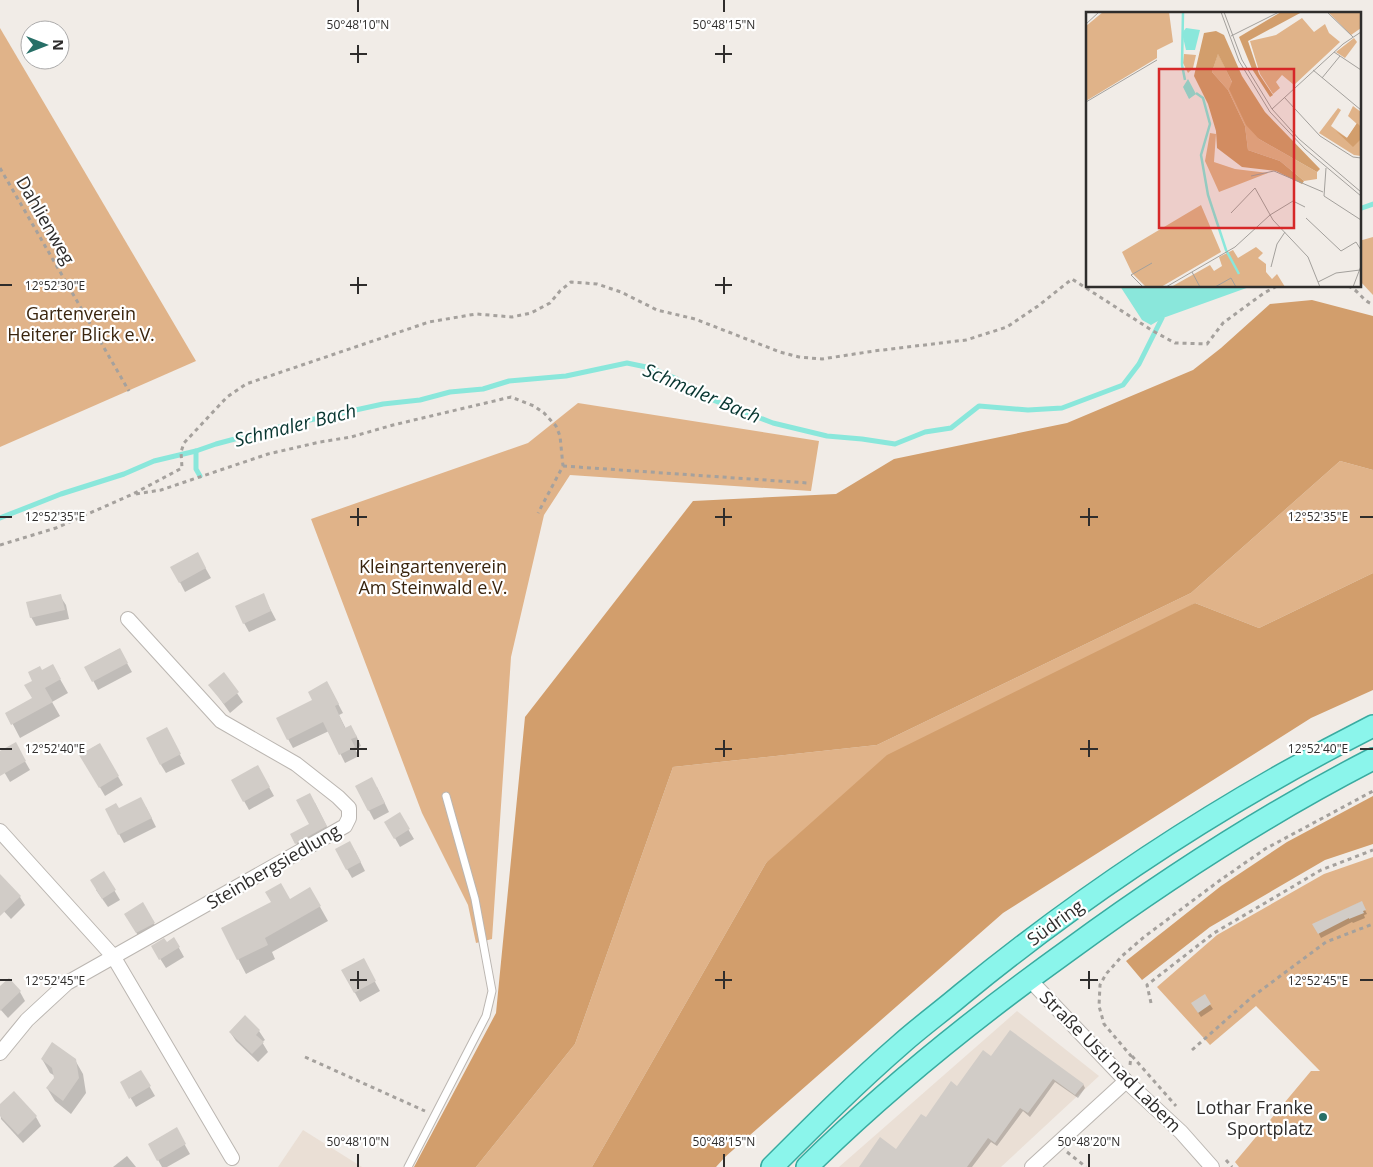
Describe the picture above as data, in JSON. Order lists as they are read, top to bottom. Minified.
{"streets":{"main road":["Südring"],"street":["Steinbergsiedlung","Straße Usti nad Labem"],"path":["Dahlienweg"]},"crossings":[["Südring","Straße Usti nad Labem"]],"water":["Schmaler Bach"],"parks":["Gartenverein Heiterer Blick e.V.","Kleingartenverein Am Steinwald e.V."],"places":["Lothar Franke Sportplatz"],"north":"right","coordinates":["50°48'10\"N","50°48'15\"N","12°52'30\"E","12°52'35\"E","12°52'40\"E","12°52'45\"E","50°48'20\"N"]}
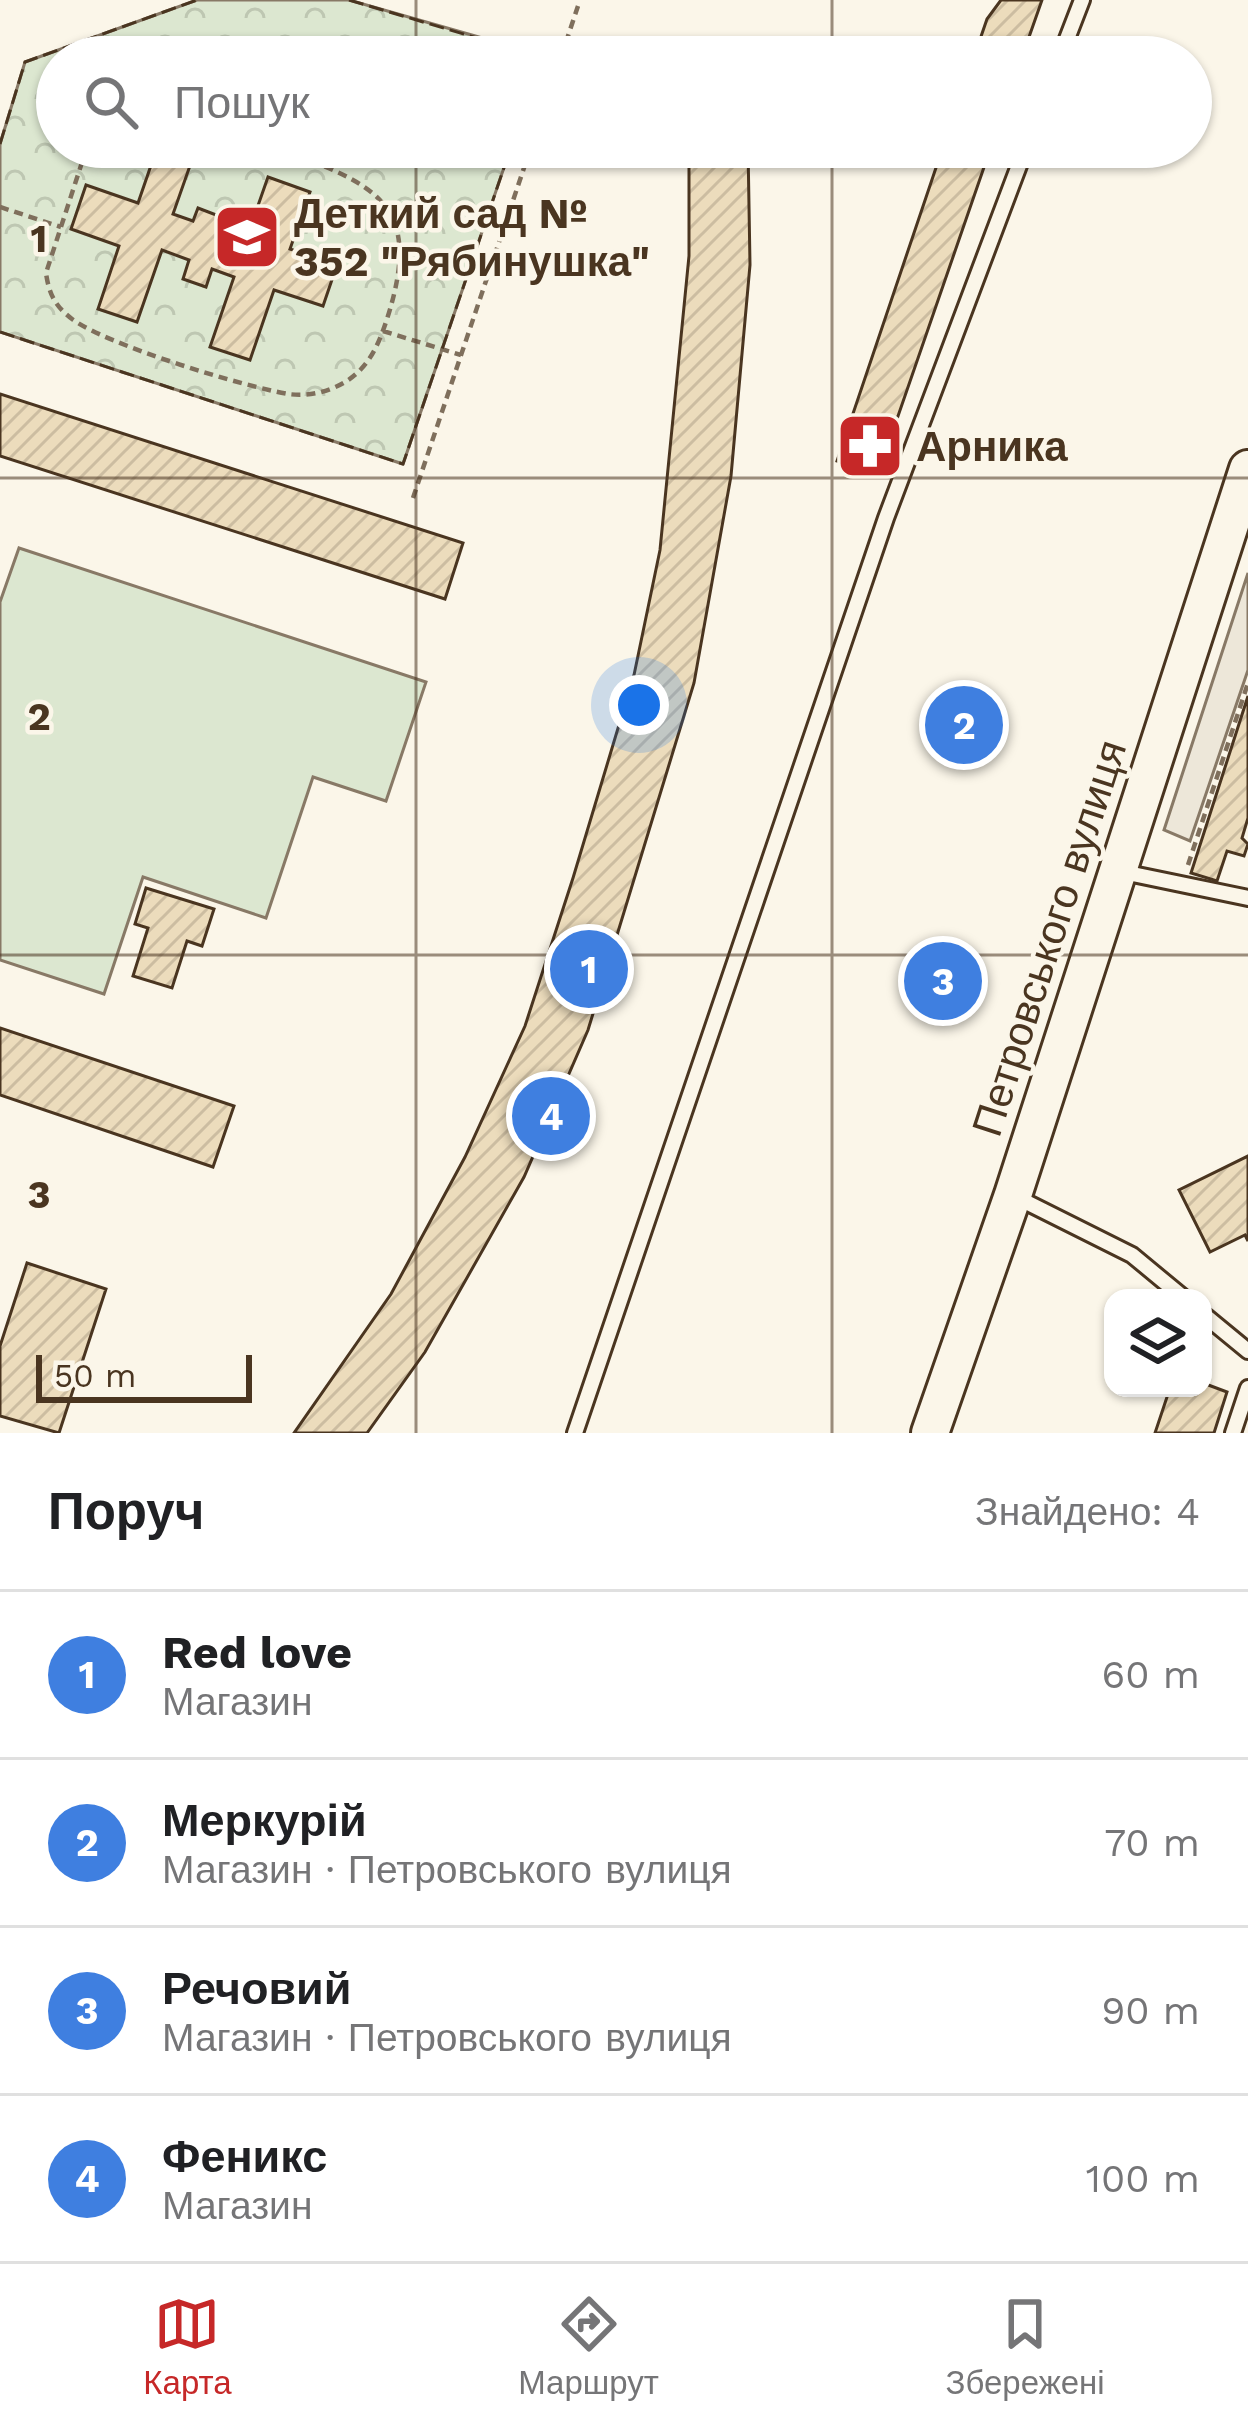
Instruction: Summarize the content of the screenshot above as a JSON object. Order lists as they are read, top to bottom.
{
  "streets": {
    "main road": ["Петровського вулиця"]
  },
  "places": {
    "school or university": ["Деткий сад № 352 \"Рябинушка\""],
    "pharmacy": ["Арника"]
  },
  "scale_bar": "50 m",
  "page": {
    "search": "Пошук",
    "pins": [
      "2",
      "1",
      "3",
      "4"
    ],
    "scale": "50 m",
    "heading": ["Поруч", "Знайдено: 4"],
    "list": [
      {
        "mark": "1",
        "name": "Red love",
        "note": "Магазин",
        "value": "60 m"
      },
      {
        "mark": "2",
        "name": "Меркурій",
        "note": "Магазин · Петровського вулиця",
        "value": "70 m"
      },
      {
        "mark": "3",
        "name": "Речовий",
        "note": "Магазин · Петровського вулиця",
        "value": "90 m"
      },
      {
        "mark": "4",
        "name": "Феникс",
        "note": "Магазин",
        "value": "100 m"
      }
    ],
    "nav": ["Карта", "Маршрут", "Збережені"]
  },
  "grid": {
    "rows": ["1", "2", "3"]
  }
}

━━━━━━

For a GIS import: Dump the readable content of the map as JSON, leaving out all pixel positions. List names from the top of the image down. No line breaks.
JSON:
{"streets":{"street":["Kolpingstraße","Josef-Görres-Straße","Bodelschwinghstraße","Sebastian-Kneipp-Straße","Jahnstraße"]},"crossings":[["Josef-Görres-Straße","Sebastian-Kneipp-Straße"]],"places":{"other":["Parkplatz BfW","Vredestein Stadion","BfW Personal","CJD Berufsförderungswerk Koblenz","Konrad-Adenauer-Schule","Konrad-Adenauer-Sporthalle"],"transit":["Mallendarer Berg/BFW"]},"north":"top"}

━━━━━━

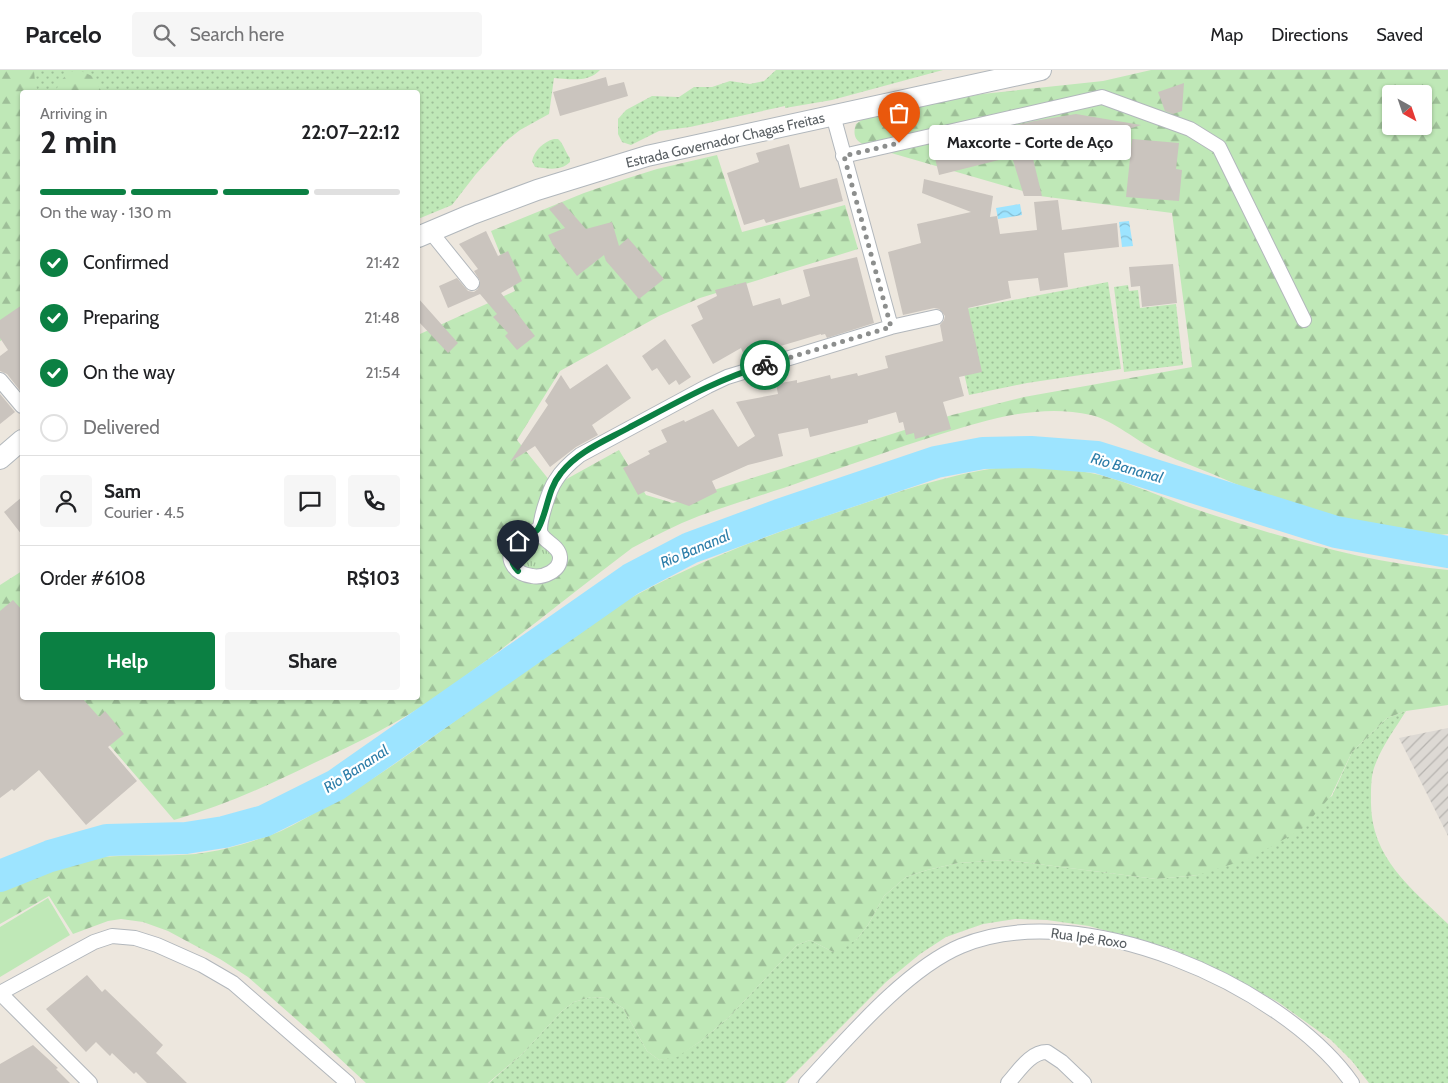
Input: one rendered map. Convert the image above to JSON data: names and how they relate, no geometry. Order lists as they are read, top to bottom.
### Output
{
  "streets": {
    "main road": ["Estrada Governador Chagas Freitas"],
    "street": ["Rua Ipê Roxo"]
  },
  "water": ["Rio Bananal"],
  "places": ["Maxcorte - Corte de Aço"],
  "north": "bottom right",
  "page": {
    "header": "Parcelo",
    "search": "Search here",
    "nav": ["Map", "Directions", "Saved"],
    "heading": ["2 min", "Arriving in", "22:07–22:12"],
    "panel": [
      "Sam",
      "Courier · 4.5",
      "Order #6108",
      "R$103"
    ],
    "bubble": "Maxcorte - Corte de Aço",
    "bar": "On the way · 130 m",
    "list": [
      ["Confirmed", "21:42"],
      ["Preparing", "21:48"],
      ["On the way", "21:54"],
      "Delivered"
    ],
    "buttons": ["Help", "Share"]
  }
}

━━━━━━

* Action item: Your answer should be one number: how many lines of the material include the word "image".

* Answer box: 2